An exact reproduction of the lines below, from the first through the one with "1px #d0d6e3) drop-shadow(0", is the whole answer; pictures have no place in it.

→ Records from a dataset
§ §
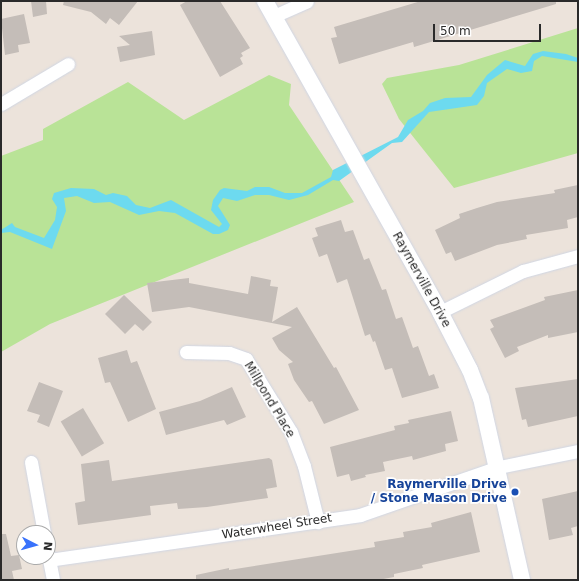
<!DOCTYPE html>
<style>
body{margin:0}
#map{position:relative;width:579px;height:581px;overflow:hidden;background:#ece3db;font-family:"DejaVu Sans",sans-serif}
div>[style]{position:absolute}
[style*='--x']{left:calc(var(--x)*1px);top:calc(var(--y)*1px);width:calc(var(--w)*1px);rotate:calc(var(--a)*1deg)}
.green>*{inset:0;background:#b9e397}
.water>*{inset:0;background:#6ddaef}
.building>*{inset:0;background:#c4bdb8;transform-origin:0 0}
.roads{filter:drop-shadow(0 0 1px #d0d6e3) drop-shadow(0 0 1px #d0d6e3)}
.minor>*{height:13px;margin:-6.5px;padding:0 6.5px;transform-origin:6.5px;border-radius:6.5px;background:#fff}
.tertiary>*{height:16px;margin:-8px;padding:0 8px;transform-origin:8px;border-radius:8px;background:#fff}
.dots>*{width:11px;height:11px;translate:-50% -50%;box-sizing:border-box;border:2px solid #fff;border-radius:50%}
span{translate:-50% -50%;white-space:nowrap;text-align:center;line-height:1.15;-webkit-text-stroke:3.5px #fff;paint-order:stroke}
.street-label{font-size:12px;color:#2a2a2a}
.transit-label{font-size:12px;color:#164399;font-weight:700}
.right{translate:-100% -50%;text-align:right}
.frame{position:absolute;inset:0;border:2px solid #2a2a2a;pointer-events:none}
.north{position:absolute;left:16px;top:525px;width:40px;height:40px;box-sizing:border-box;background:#fff;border:1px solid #aaa;border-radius:50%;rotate:96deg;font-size:11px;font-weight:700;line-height:16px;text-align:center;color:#2a2a2a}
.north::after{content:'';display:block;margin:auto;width:14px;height:18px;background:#3972fb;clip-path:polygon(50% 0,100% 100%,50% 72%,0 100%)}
.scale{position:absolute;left:433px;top:24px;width:108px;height:18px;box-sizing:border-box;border:2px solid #2a2a2a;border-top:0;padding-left:5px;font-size:12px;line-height:14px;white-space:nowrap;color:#2a2a2a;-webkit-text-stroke:3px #fff;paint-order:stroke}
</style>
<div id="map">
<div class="green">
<i style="clip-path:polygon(578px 28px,578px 153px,454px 188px,399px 119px,382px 84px,387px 78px,459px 65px)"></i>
<i style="clip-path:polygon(269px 75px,291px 84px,289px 105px,354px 202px,50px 324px,1px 352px,1px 156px,43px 140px,43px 129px,128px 82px,184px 120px)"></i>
</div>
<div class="water">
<i style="clip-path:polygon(543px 51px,566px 54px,578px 58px,578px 62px,542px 56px,534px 61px,532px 71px,521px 73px,507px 69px,487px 83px,484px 96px,477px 105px,429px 112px,402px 142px,392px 143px,339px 181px,333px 180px,308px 195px,289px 200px,269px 195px,255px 195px,237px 201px,223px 198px,218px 206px,230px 225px,228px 230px,219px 234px,213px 234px,175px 213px,159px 211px,139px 215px,110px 202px,94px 203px,77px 196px,64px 198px,66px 211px,52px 249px,10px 232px,1px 233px,1px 230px,12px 223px,15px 227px,44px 238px,55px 220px,57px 207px,52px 199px,54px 193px,71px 188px,94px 189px,106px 195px,113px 193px,127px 196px,136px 205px,150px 208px,171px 200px,219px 227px,222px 224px,211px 210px,213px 200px,220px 190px,224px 188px,247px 191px,255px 187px,269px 187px,285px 193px,302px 193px,331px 177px,333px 170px,398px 137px,408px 120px,423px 111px,430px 103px,445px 98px,471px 97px,487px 75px,505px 60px,525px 66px,533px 54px)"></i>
</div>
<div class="building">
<i style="clip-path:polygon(31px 1px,46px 1px,47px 14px,33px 17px)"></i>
<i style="clip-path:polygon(64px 1px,138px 1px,119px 25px,110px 18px,106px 24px,91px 12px,63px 5px)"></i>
<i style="clip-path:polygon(187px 1px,220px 1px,250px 48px,241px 53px,243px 56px,240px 58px,243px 64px,220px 77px,180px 5px)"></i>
<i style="clip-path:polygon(421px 1px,556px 1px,556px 4px,414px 47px,413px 42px,339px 64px,331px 38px,337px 37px,334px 27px)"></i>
<i style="clip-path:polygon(24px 14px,30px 43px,18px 45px,19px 52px,5px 55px,1px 19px)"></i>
<i style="clip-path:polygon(152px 31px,155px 55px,120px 62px,117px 47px,130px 45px,119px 36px)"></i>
<i style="clip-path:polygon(578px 185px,578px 217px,567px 220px,568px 228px,526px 235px,527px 239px,497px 245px,455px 261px,451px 252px,446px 254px,435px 230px,460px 218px,459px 214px,477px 208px,497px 202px,555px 193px,554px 190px)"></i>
<i style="clip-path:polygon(341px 220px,345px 232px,353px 230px,364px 260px,369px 258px,382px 290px,386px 289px,396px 319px,402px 317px,413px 348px,418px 346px,429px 376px,434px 374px,439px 388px,402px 398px,392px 368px,385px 370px,375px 341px,373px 342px,370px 334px,365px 336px,347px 279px,337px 283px,327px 254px,319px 257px,312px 238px,318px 236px,315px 228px)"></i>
<i style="clip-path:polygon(251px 276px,271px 280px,270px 286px,278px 287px,272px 322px,297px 307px,334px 368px,336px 367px,359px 410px,324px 424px,312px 401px,309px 402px,294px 380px,288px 364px,293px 362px,279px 350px,272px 338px,292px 327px,189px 307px,152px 312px,147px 283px,189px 278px,189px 283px,248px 294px)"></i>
<i style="clip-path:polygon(578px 290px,578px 332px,548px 338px,548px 335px,517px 347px,519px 351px,505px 358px,490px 329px,494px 327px,490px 320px,545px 300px,544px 297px)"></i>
<i style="clip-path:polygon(124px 295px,152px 322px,143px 331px,135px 324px,125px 334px,105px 314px)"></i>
<i style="clip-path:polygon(127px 350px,131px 363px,137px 361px,156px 409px,128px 422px,110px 382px,105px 383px,98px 358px)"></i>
<i style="clip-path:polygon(578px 379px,578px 416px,528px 427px,526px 419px,522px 420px,515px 388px)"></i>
<i style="clip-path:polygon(39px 382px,63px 391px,49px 427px,37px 422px,40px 415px,27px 411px)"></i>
<i style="clip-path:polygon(232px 387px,246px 417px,227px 425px,224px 420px,166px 435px,159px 412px,200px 401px)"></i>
<i style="left:83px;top:408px;width:41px;height:26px;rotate:59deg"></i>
<i style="clip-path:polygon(451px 411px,458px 441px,445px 444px,446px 451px,413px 460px,412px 456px,383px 462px,385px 471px,365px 475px,366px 477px,351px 481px,349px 474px,337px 477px,330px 447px,395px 430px,394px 426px,409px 423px,408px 420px)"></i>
<i style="clip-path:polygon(269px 458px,272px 460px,277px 487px,266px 489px,268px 498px,207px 507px,178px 509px,177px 503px,150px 506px,151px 515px,78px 525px,75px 503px,85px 501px,81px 464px,109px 460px,112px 481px)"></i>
<i style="clip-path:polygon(578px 491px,578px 526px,571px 528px,573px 535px,549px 540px,542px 499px)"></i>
<i style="clip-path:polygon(471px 512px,480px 552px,422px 565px,423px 568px,394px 574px,394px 577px,378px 580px,196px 580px,196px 575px,229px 568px,229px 570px,375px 547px,374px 542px,404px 537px,403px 532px,432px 527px,431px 523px)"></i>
<i style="clip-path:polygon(1px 534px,6px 534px,11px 556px,19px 555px,22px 569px,12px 571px,14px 580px,1px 580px)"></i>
</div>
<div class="roads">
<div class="minor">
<i style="--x:274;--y:16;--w:36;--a:-24"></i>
<i style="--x:1;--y:104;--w:78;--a:-30.8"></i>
<i style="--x:440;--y:312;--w:93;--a:-26.3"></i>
<i style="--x:523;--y:271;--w:57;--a:-15.3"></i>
<i style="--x:186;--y:352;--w:43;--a:1.3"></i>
<i style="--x:229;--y:353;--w:18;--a:19"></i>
<i style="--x:246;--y:359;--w:86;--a:58.3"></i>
<i style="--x:291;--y:432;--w:36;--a:69"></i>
<i style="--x:304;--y:466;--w:58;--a:76"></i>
<i style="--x:31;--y:462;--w:72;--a:79.6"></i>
<i style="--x:48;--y:554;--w:26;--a:79"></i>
<i style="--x:49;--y:560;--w:314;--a:-8.2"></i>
<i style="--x:360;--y:515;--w:147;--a:-19.1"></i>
<i style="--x:499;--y:467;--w:81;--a:-11.4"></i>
</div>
<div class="tertiary">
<i style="--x:265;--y:1;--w:357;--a:60.6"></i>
<i style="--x:440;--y:312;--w:65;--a:62.7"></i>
<i style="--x:470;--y:370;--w:30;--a:69"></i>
<i style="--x:481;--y:398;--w:187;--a:77.3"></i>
</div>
</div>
<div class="dots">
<i style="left:515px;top:492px;background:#1a4fb4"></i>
</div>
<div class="street-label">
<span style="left:421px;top:280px;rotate:61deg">Raymerville Drive</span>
<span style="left:269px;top:400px;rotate:59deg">Millpond Place</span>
<span style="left:277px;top:527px;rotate:-9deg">Waterwheel Street</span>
</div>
<div class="transit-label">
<span class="right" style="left:507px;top:492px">Raymerville Drive<br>/ Stone Mason Drive</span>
</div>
<div class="frame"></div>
<div class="north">N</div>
<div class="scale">50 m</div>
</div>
§ §
→ FINISHED EXERCISE
<!DOCTYPE html>
<style>
body{margin:0}
#map{position:relative;width:579px;height:581px;overflow:hidden;background:#ece3db;font-family:"DejaVu Sans",sans-serif}
div>[style]{position:absolute}
[style*='--x']{left:calc(var(--x)*1px);top:calc(var(--y)*1px);width:calc(var(--w)*1px);rotate:calc(var(--a)*1deg)}
.green>*{inset:0;background:#b9e397}
.water>*{inset:0;background:#6ddaef}
.building>*{inset:0;background:#c4bdb8;transform-origin:0 0}
.roads{filter:drop-shadow(0 0 1px #d0d6e3) drop-shadow(0 0 1px #d0d6e3)}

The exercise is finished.